The chief justice observed that some of the doctors were discharging their duties without preventive kits and majority of them were taking best care of the affected patients.

Attorney General Khalid Javed said doctors were playing their role as the front line soldiers. Khalid told the court that he wanted to bring the representatives of the National Disaster Management Authority (NDMA) and Dr Zafar Mirza to give a proper briefing on the steps taken so far by the federal government. He told the court that the government was taking effectives measures to deal with the pandemic.

The court also directed that if there was a need for appointing doctors and paramedics at the federal or provincial level, then it should be done at the earliest so that the pandemic could be dealt with in a professional manner.
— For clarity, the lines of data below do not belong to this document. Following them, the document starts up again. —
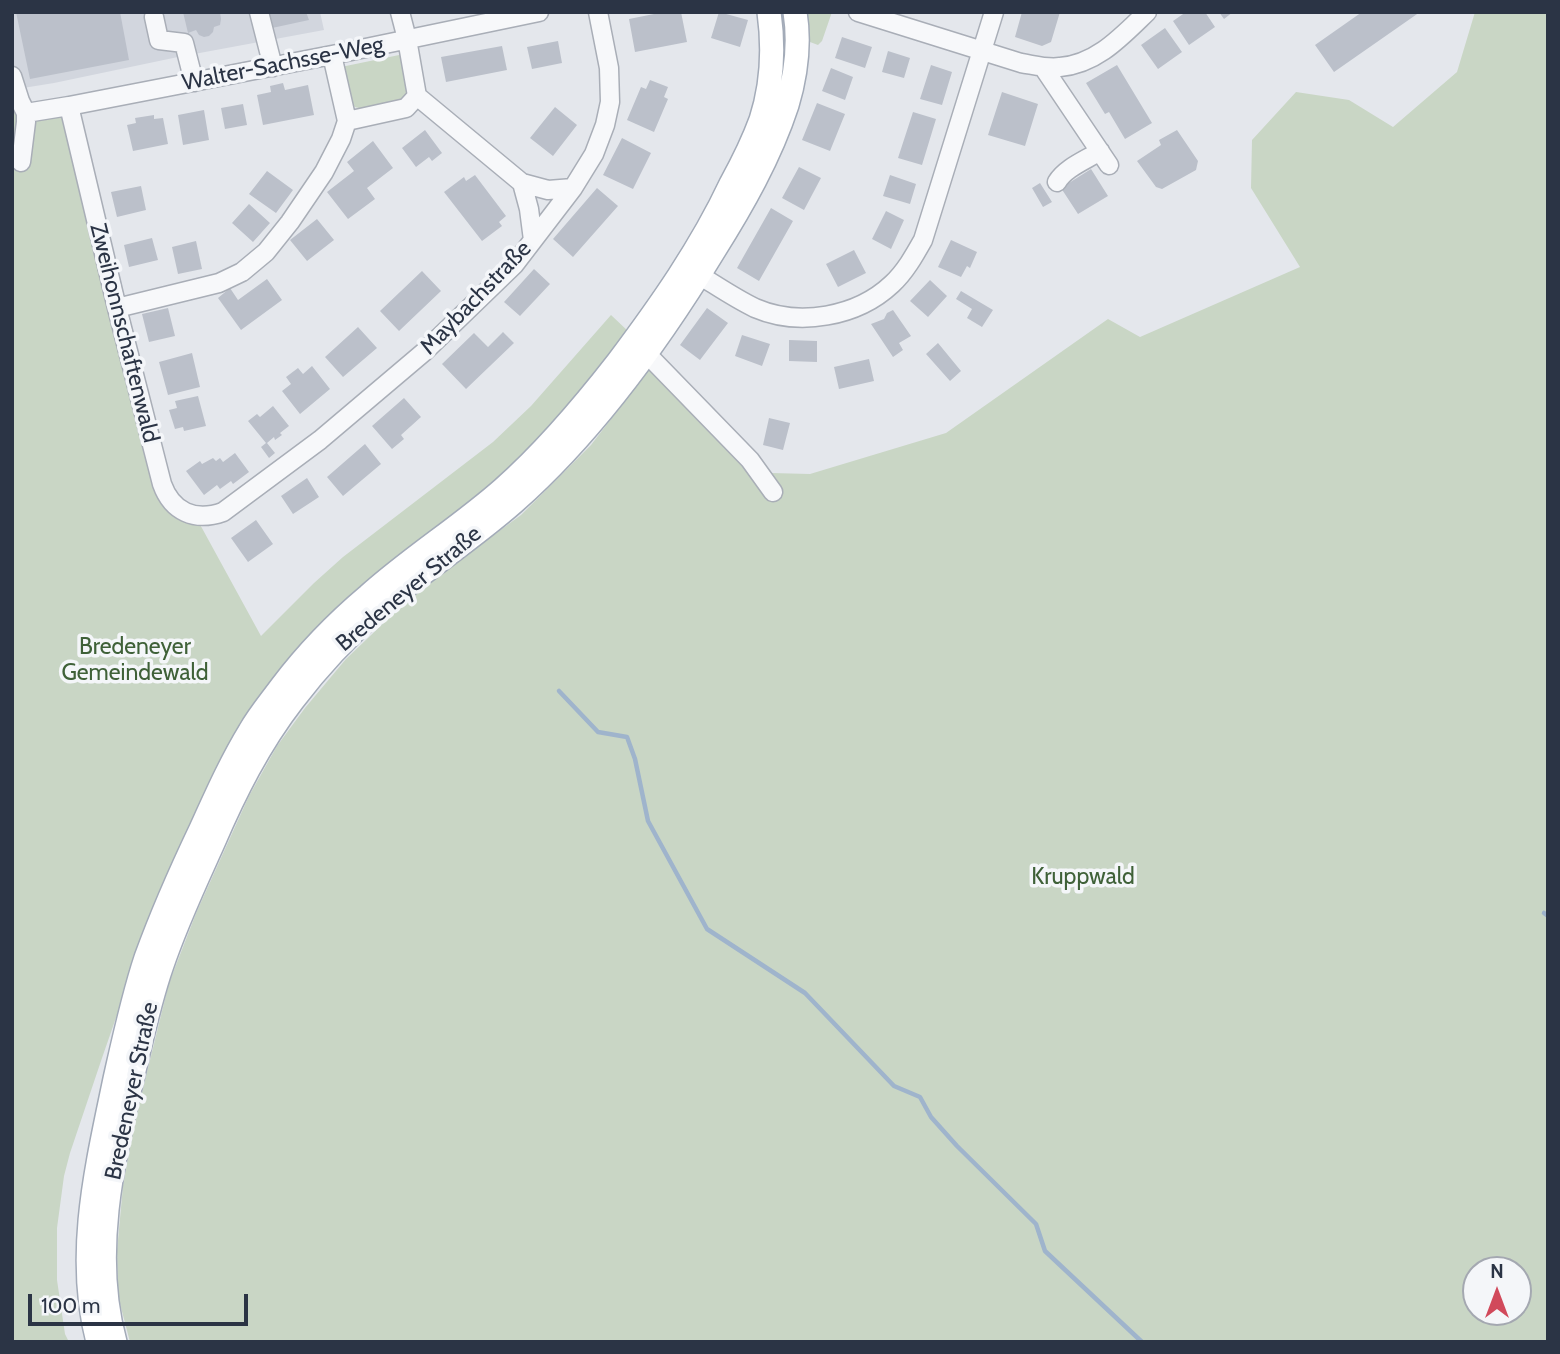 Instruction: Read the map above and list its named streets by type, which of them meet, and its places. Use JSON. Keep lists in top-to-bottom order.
{
  "streets": {
    "main road": ["Bredeneyer Straße"],
    "street": ["Walter-Sachsse-Weg", "Maybachstraße", "Zweihonnschaftenwald"]
  },
  "crossings": [
    ["Walter-Sachsse-Weg", "Zweihonnschaftenwald"],
    ["Maybachstraße", "Zweihonnschaftenwald"]
  ],
  "parks": ["Bredeneyer Gemeindewald", "Kruppwald"],
  "scale_bar": "100 m",
  "north": "top"
} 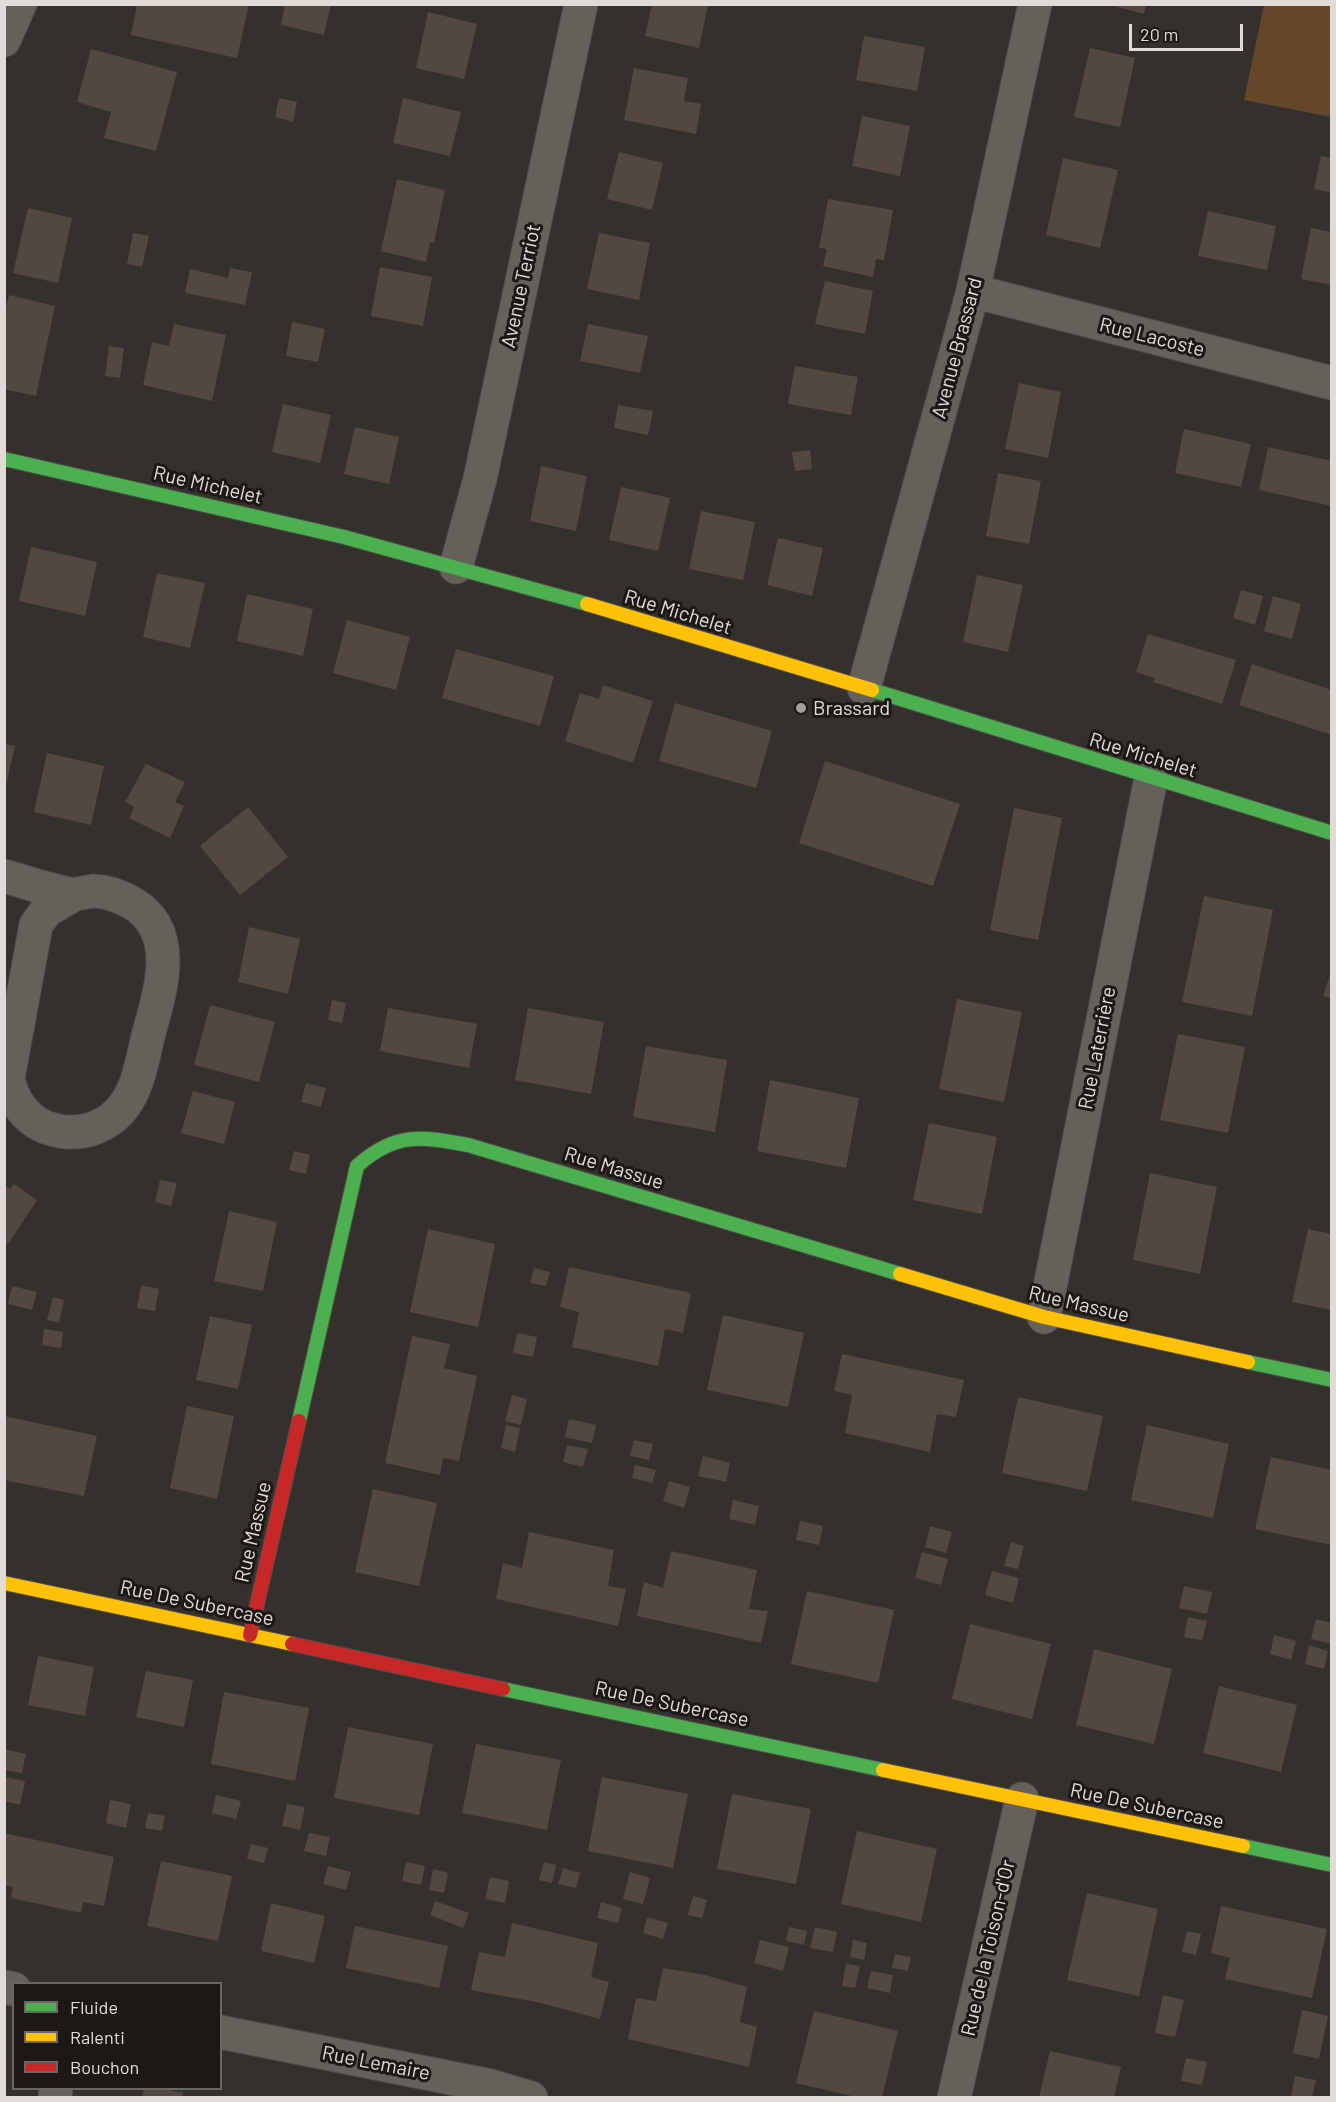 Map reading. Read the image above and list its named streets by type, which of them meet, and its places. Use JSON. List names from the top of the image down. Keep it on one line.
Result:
{"streets":{"street":["Avenue Terriot","Rue Lacoste","Avenue Brassard","Rue Michelet","Rue Laterrière","Rue Massue","Rue De Subercase","Rue de la Toison-d'Or","Rue Lemaire"]},"crossings":[["Avenue Terriot","Rue Michelet"],["Rue Lacoste","Avenue Brassard"],["Avenue Brassard","Rue Michelet"],["Rue Michelet","Rue Laterrière"],["Rue Laterrière","Rue Massue"],["Rue Massue","Rue De Subercase"],["Rue De Subercase","Rue de la Toison-d'Or"]],"places":["Brassard"],"legend":["Fluide","Ralenti","Bouchon"],"scale_bar":"20 m"}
The court directed appointment of all the professionals strictly in accordance with the law.

It was further directed that the law and order situation must be ensured across the country.

The court directed the federal government to ensure transparent disbursement of financial assistance under the Ehsaas Programme besides taking all the stakeholders on board.

“It is the money of the Pakistani nation, so it must be ensured that it is being distributed among the needy people and not among the people not eligible for this,” the court ordered.

Additional Advocate General Balochistan informed the court that the provincial government was provided Rs443 million to cope with the coronavirus adding that so far Rs118 million has been used.

Justice Umar Ata Bandial remarked that the government will have to help out the unemployed people in the present situation.

“Had the local governments existed, people will have been facilitated at the grass root levels, but the government itself made the local governments non-functional. Even in the federal capital, the local government does not exist,” Justice Bandial said, adding that in Punjab too there was no local government. Meanwhile, the court adjourned the hearing until next Monday.